A relic of Ballina history has been spectacularly resurrected from the River Moy thanks to the local Ballina Community Clean-Up Group.
The voluntary organisation, which has been co-ordinating and carrying out local enhancements and tidy-ups ever since it was founded by local Cllr Mark Duffy over a year ago, undertook a very special mission over the weekend.
Volunteers successfully retrieved one of the original gates of the historic gate lodge at Belleek Castle from the river bed where it had been languishing in silt since the 1960s.
The gates were crafted from native oak that was most likely felled and planed by carpenters on the Belleek Demesne to hang on the Gothic gate lodge which was constructed at the entrance of Belleek in 1875.
The gate lodge housed the Convey and later Burke family who worked as porters for the Knox-Gores, opening and closing the gates as visitors and traffic passed through.
The lodge was abandoned in 1957 and the gates were subsequently taken down and thrown to one side until Castle Road residents re-appropriated them as a boardwalk for a jetty they were constructing on the River Moy near Bachelors Walk.
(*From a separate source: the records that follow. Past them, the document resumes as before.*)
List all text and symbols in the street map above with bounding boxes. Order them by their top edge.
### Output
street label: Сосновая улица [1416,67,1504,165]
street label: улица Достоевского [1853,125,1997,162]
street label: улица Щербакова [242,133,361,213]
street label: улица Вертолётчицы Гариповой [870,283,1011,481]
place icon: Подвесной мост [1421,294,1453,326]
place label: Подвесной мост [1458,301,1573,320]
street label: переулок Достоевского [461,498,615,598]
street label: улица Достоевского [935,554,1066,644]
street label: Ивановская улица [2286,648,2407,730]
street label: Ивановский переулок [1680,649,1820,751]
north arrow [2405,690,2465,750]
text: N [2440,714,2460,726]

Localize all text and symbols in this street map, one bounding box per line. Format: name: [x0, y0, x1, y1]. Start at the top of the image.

The gates were supported by stone-filled steel barrels but broke loose during a season of high water and storms during the 1960s.
Local man Paul Carrabine is one of a few local people that knew of the existence of the gates and was thrilled to discover them about seven years ago while diving in the river with the local River Moy Search and Rescue Group.
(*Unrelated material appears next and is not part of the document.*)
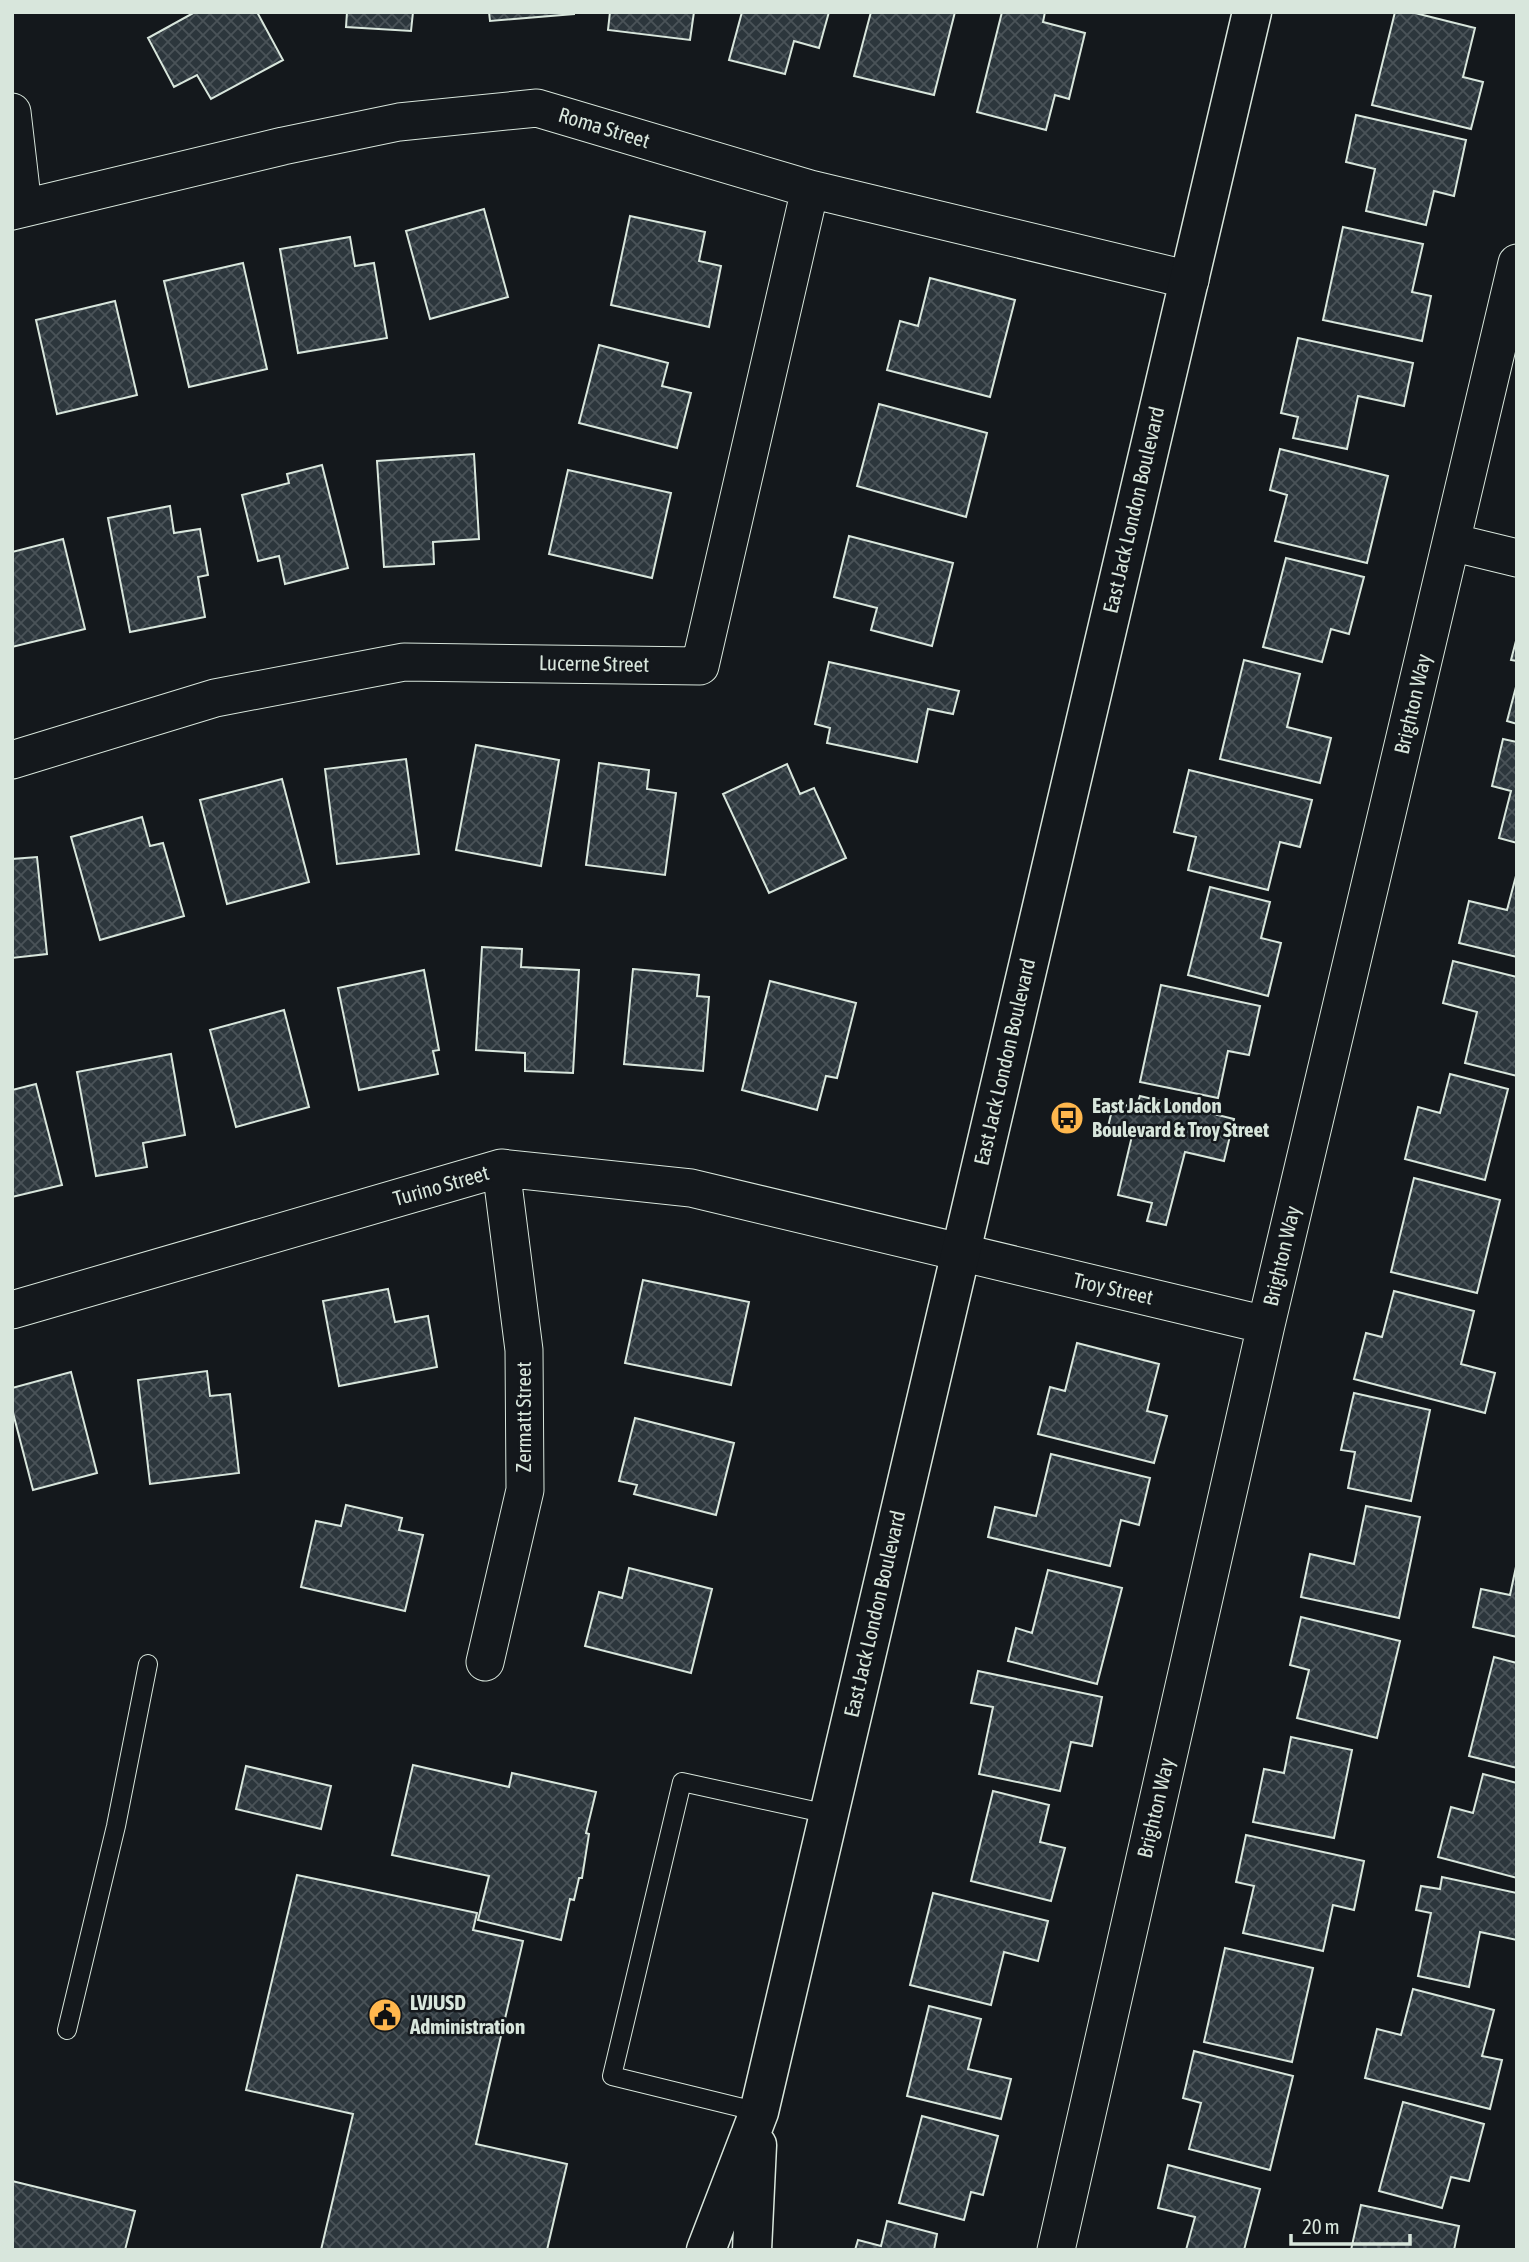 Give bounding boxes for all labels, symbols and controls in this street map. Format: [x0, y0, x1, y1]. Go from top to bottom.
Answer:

He has a huge personal interest in heritage and is eager to see Ballina’s incredible status as a heritage town that supported countless traditional Irish trades and industries better recognised.
Paul approached the Ballina Community Clean-Up group earlier this year with a proposal to retrieve the gates, knowing that the organisation has the passion, knowledge and skill to carry out the delicate operation.
The first of the two gates was successfully retrieved from the river at the weekend. It is hoped to pursue the second one in the coming weeks while the search continues for a third part of the gates which seems to have disappeared without trace.
It is hoped that the gates can ultimately be fully restored and displayed publicly in Ballina for all to enjoy.